Nov. 19th, 2013

muckefuck: (zhongkui)
  1. die Mistel
  2. de mistel, de maretak
  3. el muérdago, la liga
  4. el vesc
  5. le gui
  6. an drualus
  7. yr uchelwydd
  8. jemioła
  9. 겨우살이, 기생목 (寄生木)
  10. 槲寄生 hújìshēng
  11. 宿木 (やどりぎ)
Notes: Every chapter of Genji has a brief title, often the name of a plant or other natural element prominently mentioned within it. Yadorigi (宿木) is the title of Chapter 49, and although Waley translates this as "Mistletoe", Seidensticker prefers "Ivy", arguing that the poem in which the word appears suggests a twining plant. Literally, the first element (yadori) is "lodging" and ki simply means "tree", so it could arguably refer to anything which grows upon a tree.

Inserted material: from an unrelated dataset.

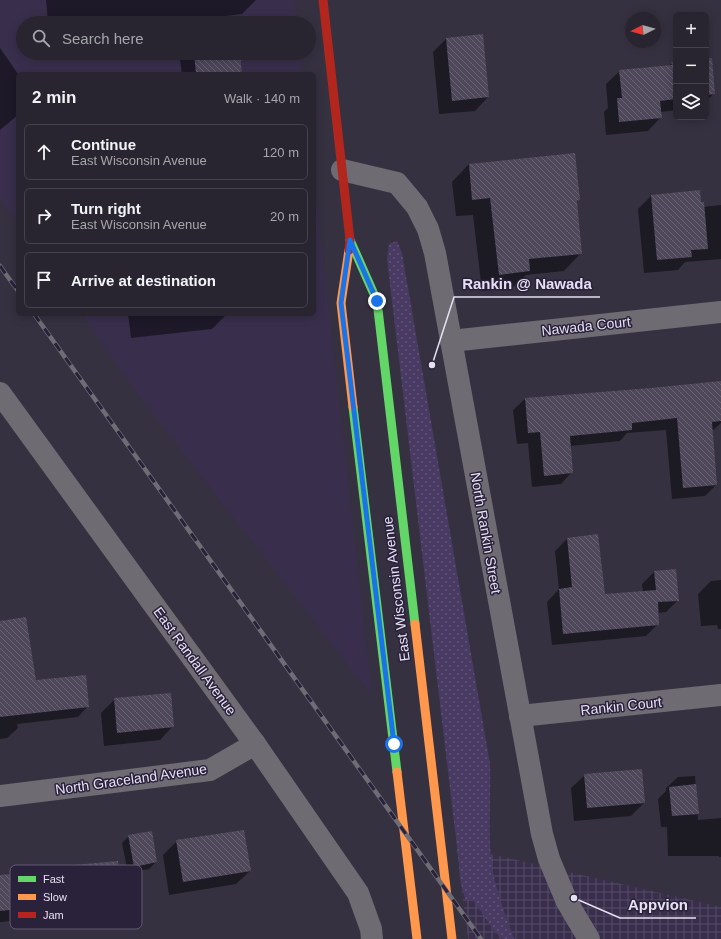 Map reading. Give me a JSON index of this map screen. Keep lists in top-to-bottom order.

Before reading this, it had never occurred to me that mistletoe grew in East Asia. Not because it wouldn't (though despite the similarities in climate obviously not every Old World species is found on both ends of Eurasia) but because I don't recall ever seeing mention of it before in any East Asian source I've read, fiction or nonfiction, whereas it's ubiquitous in European folklore and tradition. The pure Korean name, incidentally, translates as "winter living" whereas the Sino-Korean is "parasite tree" and shares two out of three characters with the Standard Chinese "daimyo oak [Q. dentata] parasite".

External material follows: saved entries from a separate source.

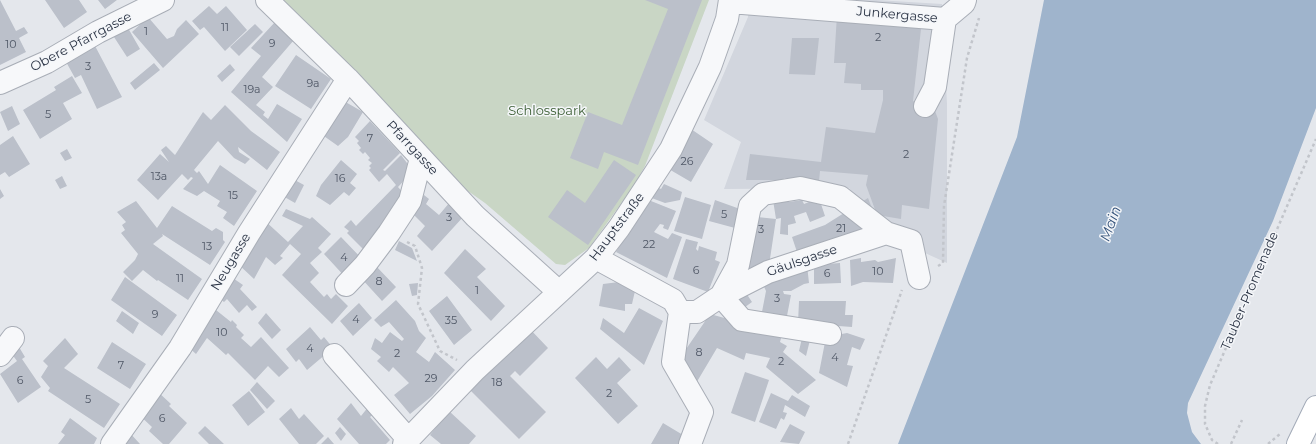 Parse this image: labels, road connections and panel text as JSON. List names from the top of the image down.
{
  "streets": {
    "street": [
      "Junkergasse",
      "Obere Pfarrgasse",
      "Pfarrgasse",
      "Hauptstraße",
      "Gäulsgasse",
      "Neugasse"
    ],
    "path": ["Tauber-Promenade"]
  },
  "crossings": [
    ["Junkergasse", "Hauptstraße"],
    ["Pfarrgasse", "Hauptstraße"],
    ["Pfarrgasse", "Neugasse"]
  ],
  "water": ["Main"],
  "parks": ["Schlosspark"],
  "house_numbers": [
    "11",
    "1",
    "2",
    "9",
    "10",
    "3",
    "9a",
    "19a",
    "5",
    "7",
    "2",
    "26",
    "13a",
    "16",
    "15",
    "5",
    "3",
    "21",
    "3",
    "22",
    "13",
    "4",
    "6",
    "10",
    "6",
    "11",
    "8",
    "1",
    "3",
    "9",
    "4",
    "35",
    "10",
    "4",
    "8",
    "2",
    "4",
    "2",
    "7",
    "29",
    "6",
    "18",
    "2",
    "5",
    "6"
  ]
}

I also didn't realise that the most common American variety, Phoradendron leucarpum (bizarrely known commonly both as "Eastern mistletoe" and "Western mistletoe"), is a different species from its European counterpart, Viscum album. That doesn't surprise me, however. What does surprise me is that it's a different genus as well. The Latin name is, obviously, the source of Catalan vesc and--not so obviously--French gui (with irregular phonetic change supposedly influenced by Frankish).

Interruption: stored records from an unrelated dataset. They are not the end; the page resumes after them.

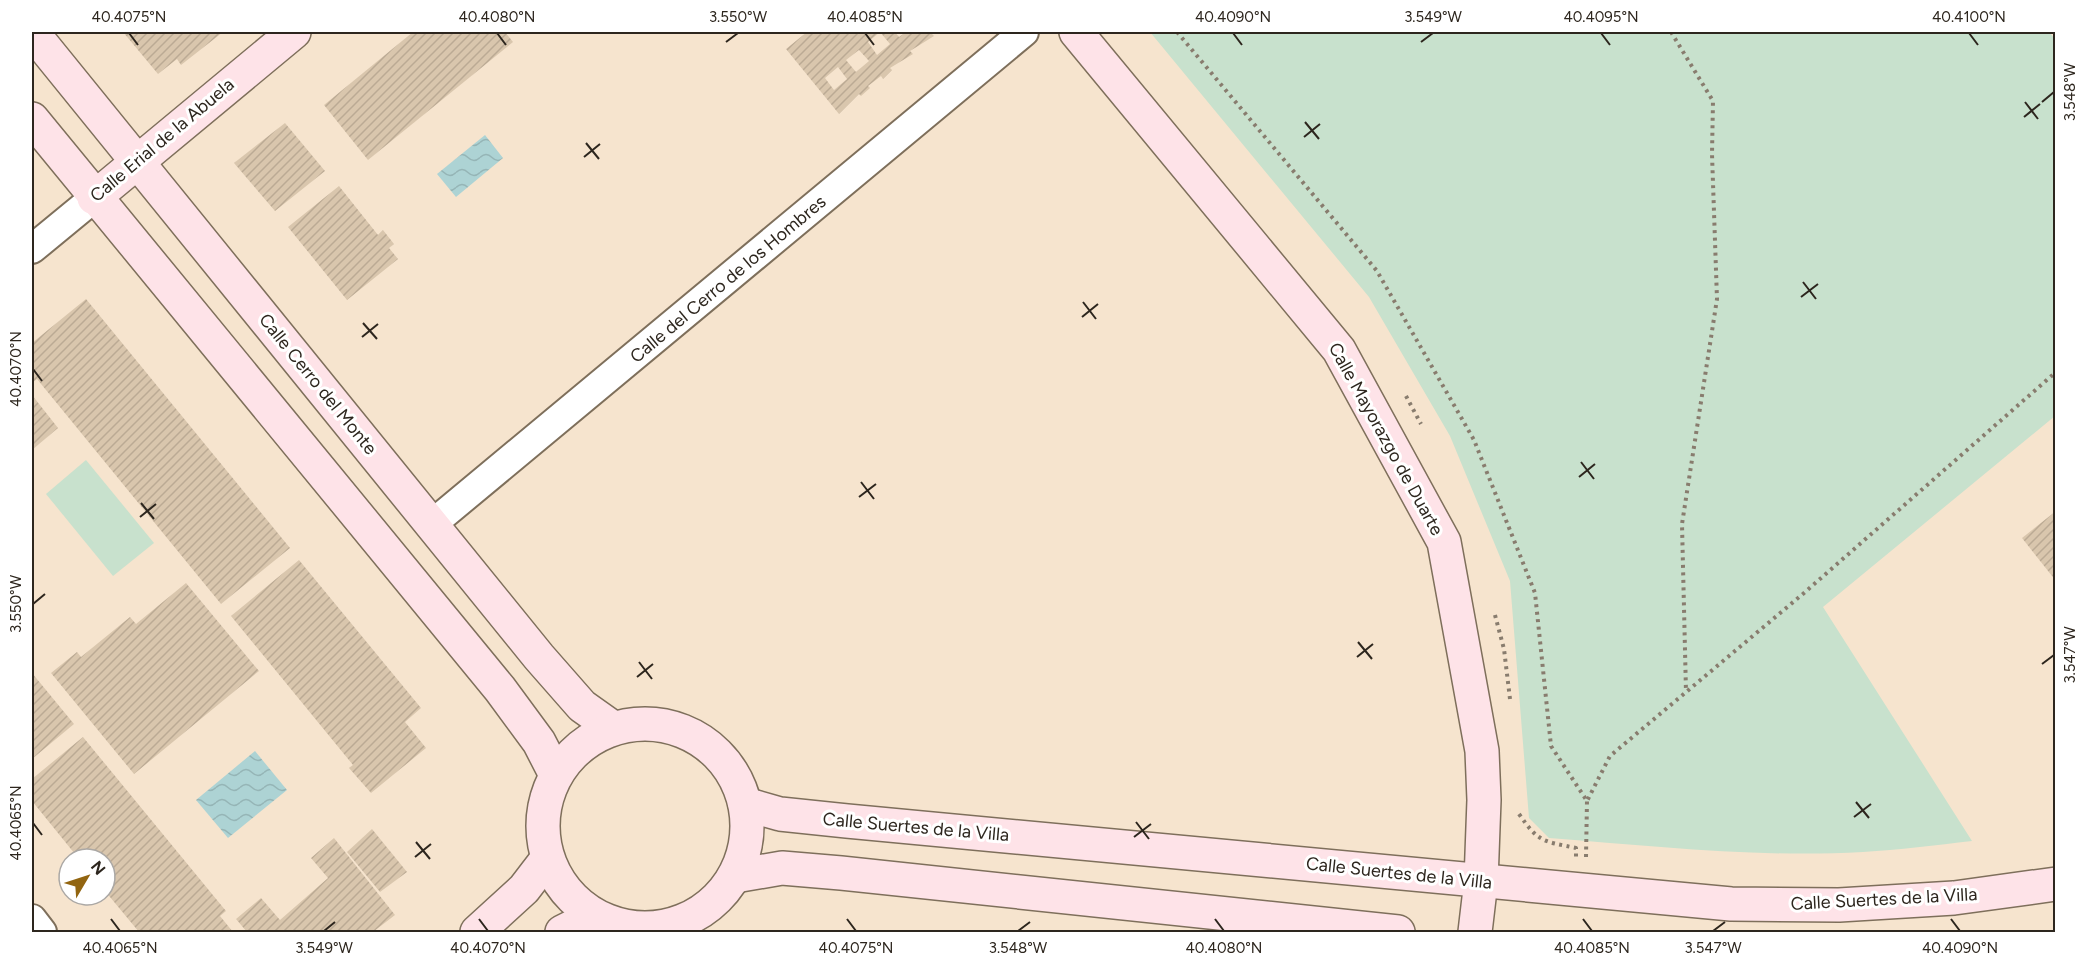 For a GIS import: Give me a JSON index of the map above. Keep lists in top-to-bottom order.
{
  "streets": {
    "main road": [
      "Calle Erial de la Abuela",
      "Calle Cerro del Monte",
      "Calle Mayorazgo de Duarte",
      "Calle Suertes de la Villa"
    ],
    "street": ["Calle del Cerro de los Hombres"]
  },
  "crossings": [
    ["Calle Erial de la Abuela", "Calle Cerro del Monte"],
    ["Calle del Cerro de los Hombres", "Calle Cerro del Monte"],
    ["Calle Cerro del Monte", "Calle Suertes de la Villa"],
    ["Calle Mayorazgo de Duarte", "Calle Suertes de la Villa"]
  ],
  "north": "top right",
  "coordinates": [
    "40.4075°N",
    "40.4080°N",
    "3.550°W",
    "40.4085°N",
    "40.4090°N",
    "3.549°W",
    "40.4095°N",
    "40.4100°N",
    "3.548°W",
    "40.4070°N",
    "3.547°W",
    "40.4065°N"
  ]
}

Spanish is clearly off on its own with muérdago. Liga is derived from Latin ligō and is metonymic, possessing as well the meaning "birdlime". (Birdlime could be made from the sap of the mistletoe.) That's also the etymological meaning of Germanic element mistel found in the Dutch, German, and Scandinavian terms as well as the English. (The second element derives from OE tán "twig"; cf. Old Norse mistilteinn.) The Modern Irish is the self-explanatory "oak-herb" and the Welsh represents "high-tree".